** Task statement **
Where a line below includes the word "this", copy that line.

Collected data entries

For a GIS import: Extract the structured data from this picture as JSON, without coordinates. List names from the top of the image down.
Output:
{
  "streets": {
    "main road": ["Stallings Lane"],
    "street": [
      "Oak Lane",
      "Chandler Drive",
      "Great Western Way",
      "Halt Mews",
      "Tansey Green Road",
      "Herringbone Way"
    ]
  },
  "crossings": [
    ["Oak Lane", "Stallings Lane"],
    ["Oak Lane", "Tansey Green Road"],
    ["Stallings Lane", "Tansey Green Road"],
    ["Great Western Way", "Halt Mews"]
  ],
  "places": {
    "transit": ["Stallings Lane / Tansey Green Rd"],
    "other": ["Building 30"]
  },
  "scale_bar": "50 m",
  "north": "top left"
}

* * *

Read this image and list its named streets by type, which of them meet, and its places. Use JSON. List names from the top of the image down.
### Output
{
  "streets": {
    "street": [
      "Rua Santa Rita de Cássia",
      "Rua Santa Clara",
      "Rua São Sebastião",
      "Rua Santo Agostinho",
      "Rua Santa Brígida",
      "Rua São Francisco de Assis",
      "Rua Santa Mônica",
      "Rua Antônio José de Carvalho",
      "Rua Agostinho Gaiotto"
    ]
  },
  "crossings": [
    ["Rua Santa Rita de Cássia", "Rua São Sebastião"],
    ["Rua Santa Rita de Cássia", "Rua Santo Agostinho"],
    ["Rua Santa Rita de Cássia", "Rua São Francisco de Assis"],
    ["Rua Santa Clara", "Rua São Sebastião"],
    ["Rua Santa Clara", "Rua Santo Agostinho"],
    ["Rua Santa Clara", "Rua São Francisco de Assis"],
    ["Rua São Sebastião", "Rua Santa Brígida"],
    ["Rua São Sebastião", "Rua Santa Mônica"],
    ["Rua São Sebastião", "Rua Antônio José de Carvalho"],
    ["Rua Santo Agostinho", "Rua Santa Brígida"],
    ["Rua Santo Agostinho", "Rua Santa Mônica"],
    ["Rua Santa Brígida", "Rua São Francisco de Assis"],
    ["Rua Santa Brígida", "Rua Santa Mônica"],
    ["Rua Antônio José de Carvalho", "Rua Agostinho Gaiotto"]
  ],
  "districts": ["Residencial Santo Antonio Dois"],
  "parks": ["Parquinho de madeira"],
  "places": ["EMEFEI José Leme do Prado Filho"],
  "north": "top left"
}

** Task result **
For a GIS import: Extract the structured data from this picture as JSON, without coordinates. List names from the top of the image down.
Read this image and list its named streets by type, which of them meet, and its places. Use JSON. List names from the top of the image down.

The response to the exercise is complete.